**Exercise data**
◇ ◇ ◇ ◇ ◇ ◇ ◇

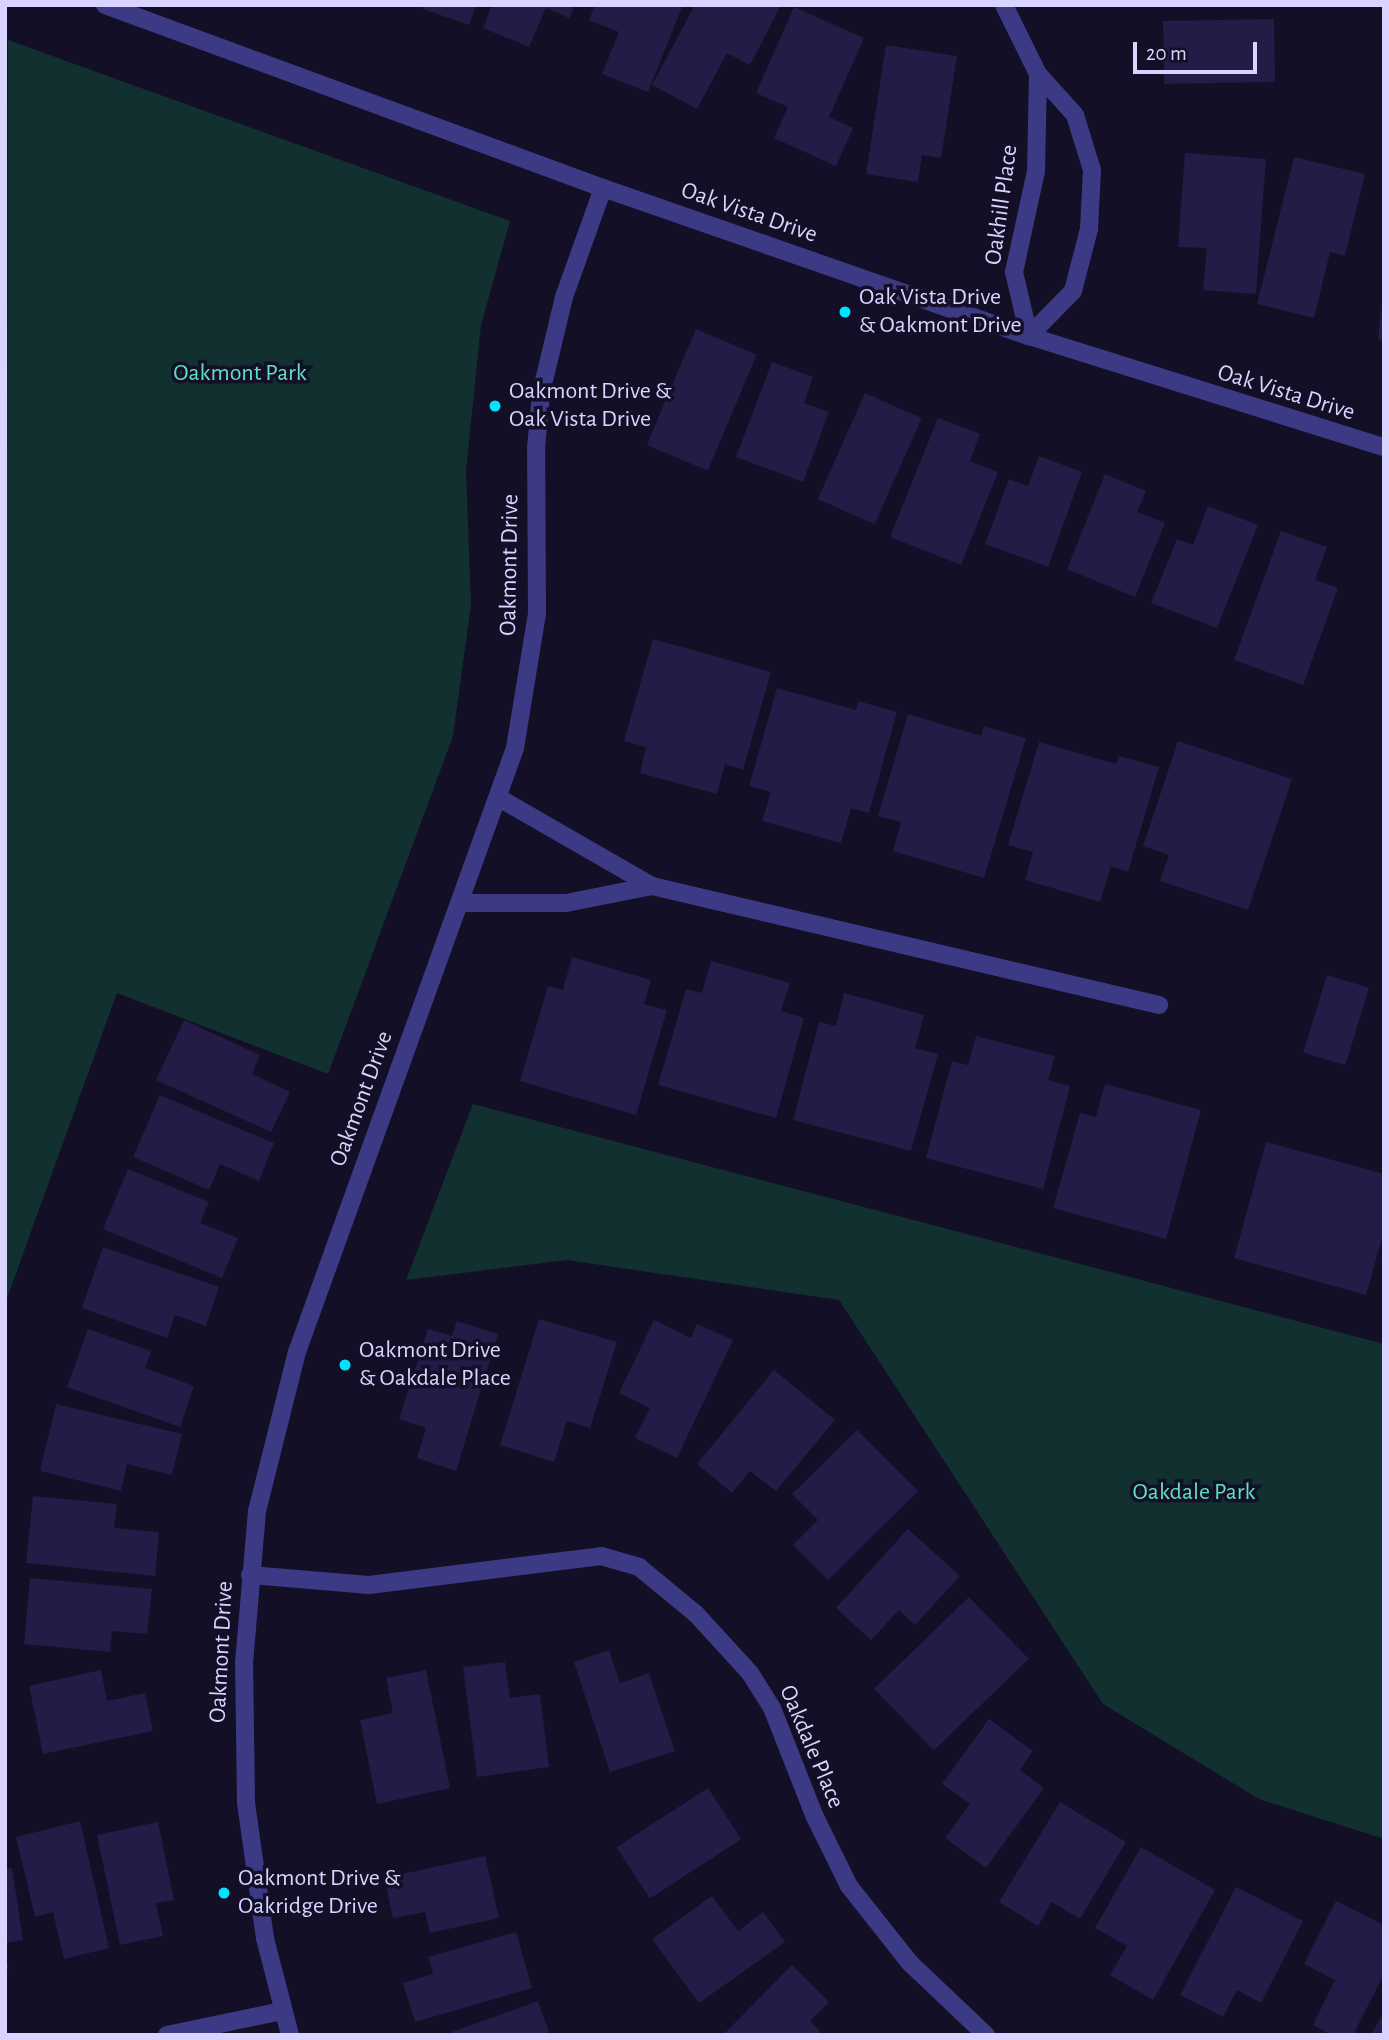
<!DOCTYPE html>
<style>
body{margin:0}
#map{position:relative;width:1389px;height:2040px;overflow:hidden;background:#130f26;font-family:"Alegreya Sans",sans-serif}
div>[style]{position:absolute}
.green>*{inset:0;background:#12302f}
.building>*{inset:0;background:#241b47;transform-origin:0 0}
.minor>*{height:18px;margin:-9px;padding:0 9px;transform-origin:9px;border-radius:9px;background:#3d3a85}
.dots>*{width:19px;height:19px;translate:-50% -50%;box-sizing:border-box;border:4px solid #130f26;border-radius:50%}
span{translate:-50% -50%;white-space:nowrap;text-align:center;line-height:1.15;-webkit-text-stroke:7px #130f26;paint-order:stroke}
.street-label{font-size:24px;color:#d9d4ff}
.poi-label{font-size:24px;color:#d9d4ff}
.left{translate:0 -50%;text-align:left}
.park-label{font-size:24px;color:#5fe0c0}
.frame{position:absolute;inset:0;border:7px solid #d9d4ff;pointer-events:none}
.scale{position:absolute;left:1133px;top:42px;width:124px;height:32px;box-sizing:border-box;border:4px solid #d9d4ff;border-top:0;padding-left:9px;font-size:21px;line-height:24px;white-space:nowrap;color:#d9d4ff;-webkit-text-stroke:5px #130f26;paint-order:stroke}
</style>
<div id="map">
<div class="green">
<div style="clip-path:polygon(8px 40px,510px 221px,481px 325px,466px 471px,471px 605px,453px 736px,328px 1074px,117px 993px,5px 1304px)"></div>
<div style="clip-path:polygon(473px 1104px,1384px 1344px,1384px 1839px,1259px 1799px,1103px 1704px,839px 1300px,567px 1260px,406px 1280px)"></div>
</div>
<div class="building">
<div style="clip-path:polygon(424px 5px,476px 5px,469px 25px,423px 9px)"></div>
<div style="clip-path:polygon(492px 5px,575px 5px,569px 18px,546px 8px,529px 47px,483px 28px)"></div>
<div style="clip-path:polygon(595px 5px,683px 5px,648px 92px,602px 74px,619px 32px,589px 20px)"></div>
<div style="clip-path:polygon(695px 5px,781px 5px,750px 65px,727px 53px,697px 109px,652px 85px)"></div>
<div style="clip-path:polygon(794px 7px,864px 38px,829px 117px,853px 128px,836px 166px,774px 138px,788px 107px,756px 93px)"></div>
<div style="left:1274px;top:19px;width:63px;height:111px;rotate:89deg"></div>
<div style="clip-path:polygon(886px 45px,957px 56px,941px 158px,922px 155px,918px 182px,866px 174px)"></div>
<div style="clip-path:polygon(1185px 153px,1266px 159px,1256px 294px,1203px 290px,1207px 248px,1178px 247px)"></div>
<div style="clip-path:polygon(1294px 157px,1365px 174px,1345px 256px,1330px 252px,1314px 318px,1257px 304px)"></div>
<div style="clip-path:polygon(1382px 303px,1384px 303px,1384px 340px,1378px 339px)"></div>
<div style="left:696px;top:329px;width:66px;height:126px;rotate:23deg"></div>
<div style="clip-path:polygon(772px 362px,813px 377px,804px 403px,829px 412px,803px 482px,736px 457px)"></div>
<div style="left:865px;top:393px;width:62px;height:116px;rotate:24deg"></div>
<div style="clip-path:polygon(938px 418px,980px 434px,970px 461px,998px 472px,961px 565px,890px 537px)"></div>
<div style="clip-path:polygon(1039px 456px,1082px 472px,1048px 567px,985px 544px,1009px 479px,1028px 486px)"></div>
<div style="clip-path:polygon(1105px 474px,1146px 491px,1137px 512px,1165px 523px,1135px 597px,1067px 569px)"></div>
<div style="clip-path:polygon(1208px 506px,1258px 525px,1217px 628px,1151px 603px,1177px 539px,1193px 545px)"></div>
<div style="clip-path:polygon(1281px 531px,1327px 547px,1315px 580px,1338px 588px,1303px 685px,1234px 660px)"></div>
<div style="clip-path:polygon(653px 639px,771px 672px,743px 770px,725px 764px,717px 794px,640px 773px,646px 747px,624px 741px)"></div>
<div style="clip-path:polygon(777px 688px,856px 710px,858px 701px,897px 712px,869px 813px,851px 808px,841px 843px,762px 821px,771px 792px,749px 786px)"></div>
<div style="clip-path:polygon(908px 714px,981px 736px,984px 726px,1026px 738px,984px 878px,893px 851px,901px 822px,878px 816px)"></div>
<div style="clip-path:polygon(1178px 741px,1292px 779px,1248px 910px,1160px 881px,1169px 855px,1143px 846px)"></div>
<div style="clip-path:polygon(1039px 742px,1116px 764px,1119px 756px,1159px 767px,1128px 872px,1111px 866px,1100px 902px,1025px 880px,1033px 852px,1008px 845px)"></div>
<div style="clip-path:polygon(572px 957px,651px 980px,644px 1004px,667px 1010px,636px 1115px,520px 1081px,548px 986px,563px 990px)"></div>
<div style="clip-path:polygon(711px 961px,790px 983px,781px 1011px,804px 1018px,776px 1118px,658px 1085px,686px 989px,702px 993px)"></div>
<div style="left:1327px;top:975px;width:44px;height:81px;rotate:17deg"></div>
<div style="clip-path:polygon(844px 993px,924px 1015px,915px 1048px,938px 1054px,911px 1151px,793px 1120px,819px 1022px,836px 1026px)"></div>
<div style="clip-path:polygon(184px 1020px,260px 1055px,252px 1074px,290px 1092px,271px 1132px,156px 1080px)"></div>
<div style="clip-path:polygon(976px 1036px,1055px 1056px,1048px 1080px,1070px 1086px,1043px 1189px,926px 1158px,952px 1061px,968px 1065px)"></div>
<div style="clip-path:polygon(1105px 1084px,1201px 1110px,1166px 1239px,1053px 1208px,1080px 1113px,1096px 1117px)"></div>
<div style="clip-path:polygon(160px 1095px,274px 1143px,259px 1181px,220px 1164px,209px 1190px,133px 1157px)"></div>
<div style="clip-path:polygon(1266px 1142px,1384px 1174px,1384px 1231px,1366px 1295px,1234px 1258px)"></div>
<div style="clip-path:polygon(128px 1169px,209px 1202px,200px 1223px,238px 1238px,222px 1278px,103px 1229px)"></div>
<div style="clip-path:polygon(103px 1247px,219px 1287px,206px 1326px,175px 1315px,167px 1338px,82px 1308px)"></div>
<div style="clip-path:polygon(539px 1319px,617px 1342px,590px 1428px,567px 1421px,554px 1462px,500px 1445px)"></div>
<div style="clip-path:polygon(654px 1320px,691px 1338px,697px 1324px,733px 1340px,677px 1458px,635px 1438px,650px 1408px,619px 1393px)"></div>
<div style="clip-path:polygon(457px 1321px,498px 1334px,456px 1471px,417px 1458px,426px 1428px,399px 1419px,428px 1329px,452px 1336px)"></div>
<div style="clip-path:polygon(88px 1329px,151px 1351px,145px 1368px,194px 1386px,180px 1427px,67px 1387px)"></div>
<div style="clip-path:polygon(774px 1370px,835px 1420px,776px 1491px,750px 1471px,732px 1493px,697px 1464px)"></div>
<div style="clip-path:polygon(56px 1404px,182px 1434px,172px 1475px,127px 1464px,121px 1491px,40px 1471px)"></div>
<div style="clip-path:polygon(857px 1430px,918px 1491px,828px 1580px,793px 1545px,818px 1520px,792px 1494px)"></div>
<div style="clip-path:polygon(33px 1496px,117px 1504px,114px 1528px,159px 1532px,155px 1576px,26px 1563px)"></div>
<div style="clip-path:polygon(908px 1529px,960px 1576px,915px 1625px,899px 1610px,871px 1640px,836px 1608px)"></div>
<div style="clip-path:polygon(30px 1578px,152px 1589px,147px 1634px,112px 1631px,110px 1652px,24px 1644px)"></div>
<div style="left:969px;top:1597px;width:86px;height:132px;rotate:46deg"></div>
<div style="clip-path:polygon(609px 1650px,620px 1683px,649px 1673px,675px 1751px,610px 1772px,574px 1662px)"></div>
<div style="clip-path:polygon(505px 1662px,510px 1698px,540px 1694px,549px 1767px,477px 1777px,463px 1667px)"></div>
<div style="clip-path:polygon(101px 1670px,107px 1701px,145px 1693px,153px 1731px,43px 1754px,29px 1686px)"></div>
<div style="clip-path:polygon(426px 1670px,450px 1788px,377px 1804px,360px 1720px,393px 1713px,386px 1678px)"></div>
<div style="clip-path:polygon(989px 1719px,1033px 1751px,1020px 1770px,1044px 1788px,986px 1868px,945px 1838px,970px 1804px,942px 1784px)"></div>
<div style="left:708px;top:1788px;width:61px;height:109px;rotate:57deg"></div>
<div style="clip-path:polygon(1060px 1802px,1126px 1842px,1080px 1919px,1052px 1902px,1038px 1926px,999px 1902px)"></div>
<div style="clip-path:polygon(80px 1821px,109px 1948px,64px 1959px,53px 1912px,35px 1917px,16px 1837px)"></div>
<div style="clip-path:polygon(158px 1822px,174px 1900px,156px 1903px,163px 1936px,120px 1945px,97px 1835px)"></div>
<div style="clip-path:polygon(1141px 1847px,1215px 1890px,1153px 2000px,1110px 1975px,1127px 1946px,1095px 1928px)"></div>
<div style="clip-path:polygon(485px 1856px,499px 1918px,430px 1933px,425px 1912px,393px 1918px,384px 1878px)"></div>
<div style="clip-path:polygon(12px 1868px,23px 1940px,5px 1943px,5px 1869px)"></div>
<div style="clip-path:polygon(1236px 1887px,1303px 1921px,1261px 2003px,1237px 1990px,1223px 2017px,1180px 1995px)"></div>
<div style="clip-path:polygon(712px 1896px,738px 1931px,763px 1912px,785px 1942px,699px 2003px,652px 1939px)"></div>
<div style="clip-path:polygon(1336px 1901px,1384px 1925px,1384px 1974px,1353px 2035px,1332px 2035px,1313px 2025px,1335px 1980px,1304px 1964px)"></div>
<div style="clip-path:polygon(516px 1932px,532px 1988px,415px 2022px,403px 1983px,433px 1974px,428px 1957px)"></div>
<div style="clip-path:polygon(5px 1953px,9px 1969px,5px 1970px)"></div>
<div style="clip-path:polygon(792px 1965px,829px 2002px,810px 2021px,820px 2031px,816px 2035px,723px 2035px)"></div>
<div style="clip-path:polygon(538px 2001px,550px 2035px,446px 2035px,446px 2034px)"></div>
<div style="clip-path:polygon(1384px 2012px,1384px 2035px,1375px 2035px,1372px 2033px)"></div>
</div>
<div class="minor">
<div style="left:105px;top:5px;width:531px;rotate:20.18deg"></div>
<div style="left:603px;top:188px;width:451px;rotate:19.2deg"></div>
<div style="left:1029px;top:336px;width:372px;rotate:17.4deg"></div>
<div style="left:1004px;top:5px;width:77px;rotate:63.8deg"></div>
<div style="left:1038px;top:74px;width:55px;rotate:47.9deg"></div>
<div style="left:1075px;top:115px;width:58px;rotate:72.8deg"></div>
<div style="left:1092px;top:170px;width:59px;rotate:92.9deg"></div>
<div style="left:1089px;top:229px;width:64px;rotate:104.5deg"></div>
<div style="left:1073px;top:291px;width:63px;rotate:134.4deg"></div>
<div style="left:1029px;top:336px;width:66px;rotate:-103.2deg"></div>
<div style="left:1014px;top:272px;width:103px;rotate:-77.7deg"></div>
<div style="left:1036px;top:171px;width:97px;rotate:-88.8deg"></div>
<div style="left:499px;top:798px;width:177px;rotate:29.9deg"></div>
<div style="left:652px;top:886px;width:521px;rotate:13.21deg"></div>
<div style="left:461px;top:903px;width:105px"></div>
<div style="left:566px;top:903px;width:88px;rotate:-11.2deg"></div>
<div style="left:250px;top:1575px;width:119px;rotate:4.8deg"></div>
<div style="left:369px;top:1585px;width:234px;rotate:-7.1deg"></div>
<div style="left:601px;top:1556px;width:40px;rotate:16deg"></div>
<div style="left:639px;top:1567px;width:74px;rotate:39.5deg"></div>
<div style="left:696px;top:1614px;width:80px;rotate:47.5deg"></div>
<div style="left:750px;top:1673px;width:41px;rotate:57.8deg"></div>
<div style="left:772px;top:1708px;width:117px;rotate:68.5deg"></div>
<div style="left:815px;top:1817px;width:77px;rotate:63.8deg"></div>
<div style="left:849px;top:1886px;width:98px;rotate:51.6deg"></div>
<div style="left:910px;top:1963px;width:105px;rotate:43.5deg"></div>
<div style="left:167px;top:2035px;width:117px;rotate:-11.8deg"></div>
<div style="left:290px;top:2035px;width:100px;rotate:-104.5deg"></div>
<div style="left:265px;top:1938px;width:137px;rotate:-98deg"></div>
<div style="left:246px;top:1802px;width:139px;rotate:-90.8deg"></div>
<div style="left:244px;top:1663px;width:153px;rotate:-85.1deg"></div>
<div style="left:257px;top:1511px;width:164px;rotate:-75.9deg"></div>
<div style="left:297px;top:1352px;width:642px;rotate:-70.15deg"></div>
<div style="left:515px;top:748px;width:136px;rotate:-80.7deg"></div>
<div style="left:537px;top:614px;width:166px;rotate:-90.3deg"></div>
<div style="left:536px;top:448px;width:55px;rotate:-84.8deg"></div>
<div style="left:541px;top:393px;width:99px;rotate:-76.5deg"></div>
<div style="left:564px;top:297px;width:116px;rotate:-70.3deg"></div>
</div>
<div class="dots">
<div style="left:845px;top:312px;background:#00e5ff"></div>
<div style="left:495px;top:406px;background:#00e5ff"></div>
<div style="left:345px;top:1365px;background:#00e5ff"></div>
<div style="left:224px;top:1893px;background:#00e5ff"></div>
</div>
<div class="street-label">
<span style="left:1002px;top:205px;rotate:-82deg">Oakhill Place</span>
<span style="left:749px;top:213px;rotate:19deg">Oak Vista Drive</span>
<span style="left:1286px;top:393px;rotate:17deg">Oak Vista Drive</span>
<span style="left:510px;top:565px;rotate:-89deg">Oakmont Drive</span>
<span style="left:362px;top:1099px;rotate:-70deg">Oakmont Drive</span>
<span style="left:222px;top:1652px;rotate:-87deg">Oakmont Drive</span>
<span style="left:811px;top:1747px;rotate:67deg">Oakdale Place</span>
</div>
<div class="poi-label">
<span class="left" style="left:859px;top:312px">Oak Vista Drive<br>&amp; Oakmont Drive</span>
<span class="left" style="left:509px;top:406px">Oakmont Drive &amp;<br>Oak Vista Drive</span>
<span class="left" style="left:359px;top:1365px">Oakmont Drive<br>&amp; Oakdale Place</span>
<span class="left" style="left:238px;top:1893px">Oakmont Drive &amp;<br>Oakridge Drive</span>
</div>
<div class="park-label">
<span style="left:240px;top:374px">Oakmont Park</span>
<span style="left:1194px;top:1493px">Oakdale Park</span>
</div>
<div class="frame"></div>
<div class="scale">20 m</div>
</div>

◇ ◇ ◇ ◇ ◇ ◇ ◇

**Required action**
All lines from the one with "Drive<br>&amp; Oakmont Drive</span>" onward to the end of the records above should be repeated exactly, and only those lines.

**Result of this exercise**
<span class="left" style="left:859px;top:312px">Oak Vista Drive<br>&amp; Oakmont Drive</span>
<span class="left" style="left:509px;top:406px">Oakmont Drive &amp;<br>Oak Vista Drive</span>
<span class="left" style="left:359px;top:1365px">Oakmont Drive<br>&amp; Oakdale Place</span>
<span class="left" style="left:238px;top:1893px">Oakmont Drive &amp;<br>Oakridge Drive</span>
</div>
<div class="park-label">
<span style="left:240px;top:374px">Oakmont Park</span>
<span style="left:1194px;top:1493px">Oakdale Park</span>
</div>
<div class="frame"></div>
<div class="scale">20 m</div>
</div>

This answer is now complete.